At the recent emergency meeting of the UN Security Council, Nikki Haley, the United States ambassador to the United Nations, said that Kim Jong-un “is begging for war.” “We have kicked the can down the road long enough.” Haley told the council. “There is no more road left.”
Perhaps that’s in some way correct and we are at a crossroads with the chubby tyrant. However, we can’t pretend there haven’t been opportunities to contain the dark regimes arms build-up and advances in offensive war-making technology.
One such opportunity to manage North Korea ambitions came in in 1994.
In June of ‘94 officials in the Clinton Administration were briefing the president on options to defend South Korea against an attack by North Korea. It was thought an attack was imminent and may involve “weapons of mass destruction.”
At this time former President Jimmy Carter was working closely with Kim Jong Il to de-nuclearize the North. In October the parties finally signed off on the Agreed Framework, a US agreement with North Korean officials. The purpose of the Agreed Framework was to reduce North Korea’s ability to refine plutonium.

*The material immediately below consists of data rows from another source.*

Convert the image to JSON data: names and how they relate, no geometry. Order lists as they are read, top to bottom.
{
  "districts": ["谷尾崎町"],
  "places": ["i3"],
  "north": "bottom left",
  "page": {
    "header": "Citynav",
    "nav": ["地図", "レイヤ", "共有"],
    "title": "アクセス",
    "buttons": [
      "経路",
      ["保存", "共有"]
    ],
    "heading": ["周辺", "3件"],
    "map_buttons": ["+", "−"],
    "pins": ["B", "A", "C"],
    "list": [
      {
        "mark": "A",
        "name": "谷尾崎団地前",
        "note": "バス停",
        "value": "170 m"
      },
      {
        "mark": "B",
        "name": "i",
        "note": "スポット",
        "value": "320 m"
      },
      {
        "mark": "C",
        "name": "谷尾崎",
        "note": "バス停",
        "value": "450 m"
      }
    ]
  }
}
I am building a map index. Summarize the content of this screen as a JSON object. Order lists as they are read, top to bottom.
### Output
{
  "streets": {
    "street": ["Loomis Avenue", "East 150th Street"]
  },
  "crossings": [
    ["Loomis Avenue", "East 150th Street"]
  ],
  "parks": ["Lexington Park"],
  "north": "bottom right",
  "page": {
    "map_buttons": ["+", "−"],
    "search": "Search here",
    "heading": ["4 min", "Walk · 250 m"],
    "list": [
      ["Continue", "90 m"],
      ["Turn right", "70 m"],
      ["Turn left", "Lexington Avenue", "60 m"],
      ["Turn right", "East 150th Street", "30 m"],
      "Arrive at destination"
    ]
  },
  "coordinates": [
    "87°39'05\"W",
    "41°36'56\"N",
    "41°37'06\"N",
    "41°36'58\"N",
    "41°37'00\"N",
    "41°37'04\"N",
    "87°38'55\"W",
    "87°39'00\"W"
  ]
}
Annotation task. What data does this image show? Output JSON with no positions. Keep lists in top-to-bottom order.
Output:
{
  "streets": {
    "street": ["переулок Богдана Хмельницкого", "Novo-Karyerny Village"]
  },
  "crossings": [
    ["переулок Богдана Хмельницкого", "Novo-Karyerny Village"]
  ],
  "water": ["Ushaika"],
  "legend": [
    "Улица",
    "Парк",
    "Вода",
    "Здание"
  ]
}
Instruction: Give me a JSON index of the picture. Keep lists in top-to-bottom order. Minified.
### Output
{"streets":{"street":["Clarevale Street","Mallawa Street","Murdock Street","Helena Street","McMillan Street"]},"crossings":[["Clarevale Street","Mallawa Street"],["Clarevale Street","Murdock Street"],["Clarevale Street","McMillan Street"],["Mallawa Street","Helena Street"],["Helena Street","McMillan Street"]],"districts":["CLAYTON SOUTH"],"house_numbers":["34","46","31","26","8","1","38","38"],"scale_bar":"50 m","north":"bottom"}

Within the Framework Kim Jong agreed to stop work at the research facility in Yongbyon. In exchange the US would supply light water reactors to supply the electric grid. Such reactors would reduce the possibility of recovery of plutonium from spent fuel.
Prior to this signing, President Clinton was ready to sign an order for a surprise attack on the Yongbyon nuclear complex north of Pyongyang. It is worth noting in the 1980’s North Korea signed on to the nuclear Nonproliferation Treaty (NPT) but did not complete subsequent agreements on inspections with the International Atomic Energy Agency (IAEA). They have since violated the NPT on numerous occasions.
Now some twenty-three years later, we’re in a similar place. The war hawks have descended around Trump. As the saying goes, if you have a hammer, everything looks like a nail. You can expect a lot of pro-war rhetoric from the usual suspects. Entirely to be expected from those ensconced within the military-industrial complex.
How did we get to this point?
It’s complicated, but blame, if that’s the correct word, falls in large measure on George H. Bush. It was the George H. Bush Administration which systematically shredded Carter’s Framework Agreement. The Pentagon had been war-gaming North Korea for decades. To know one’s surprise the ex-CIA head now president brought hawks into foreign policy arena.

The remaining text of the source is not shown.